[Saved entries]
__________________________________________________

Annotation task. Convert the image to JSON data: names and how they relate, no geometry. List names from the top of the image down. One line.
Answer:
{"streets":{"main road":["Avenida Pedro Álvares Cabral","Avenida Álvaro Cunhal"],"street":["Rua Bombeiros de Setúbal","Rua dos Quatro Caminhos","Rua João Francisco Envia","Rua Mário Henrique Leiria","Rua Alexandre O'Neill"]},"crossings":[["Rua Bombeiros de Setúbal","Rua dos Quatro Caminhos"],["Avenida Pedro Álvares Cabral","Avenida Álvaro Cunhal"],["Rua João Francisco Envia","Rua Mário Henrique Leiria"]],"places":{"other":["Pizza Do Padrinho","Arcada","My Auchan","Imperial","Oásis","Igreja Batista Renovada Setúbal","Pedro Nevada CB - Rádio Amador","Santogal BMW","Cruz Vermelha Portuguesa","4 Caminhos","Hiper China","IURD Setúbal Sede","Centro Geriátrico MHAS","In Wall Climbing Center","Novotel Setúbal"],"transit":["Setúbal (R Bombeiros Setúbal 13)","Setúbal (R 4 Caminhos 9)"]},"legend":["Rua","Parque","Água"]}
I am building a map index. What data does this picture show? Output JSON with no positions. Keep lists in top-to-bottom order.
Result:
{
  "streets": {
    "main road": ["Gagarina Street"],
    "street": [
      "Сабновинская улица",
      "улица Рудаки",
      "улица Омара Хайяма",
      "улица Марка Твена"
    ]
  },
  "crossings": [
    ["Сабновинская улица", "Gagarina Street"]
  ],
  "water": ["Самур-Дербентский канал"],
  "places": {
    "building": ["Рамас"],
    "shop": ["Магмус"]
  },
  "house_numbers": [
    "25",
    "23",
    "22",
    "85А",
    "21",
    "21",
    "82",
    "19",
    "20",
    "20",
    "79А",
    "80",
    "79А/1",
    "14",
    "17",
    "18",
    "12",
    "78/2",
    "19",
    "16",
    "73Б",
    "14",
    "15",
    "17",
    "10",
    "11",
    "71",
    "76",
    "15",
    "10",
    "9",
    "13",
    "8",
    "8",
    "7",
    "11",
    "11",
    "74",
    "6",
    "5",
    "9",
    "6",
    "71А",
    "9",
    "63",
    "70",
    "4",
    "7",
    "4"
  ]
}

__________________________________________________

◆ **Task statement**
Scan the lines above for the word "JSON" and copy every one where it occurs.

◆ **Expected answer**
Annotation task. Convert the image to JSON data: names and how they relate, no geometry. List names from the top of the image down. One line.
I am building a map index. What data does this picture show? Output JSON with no positions. Keep lists in top-to-bottom order.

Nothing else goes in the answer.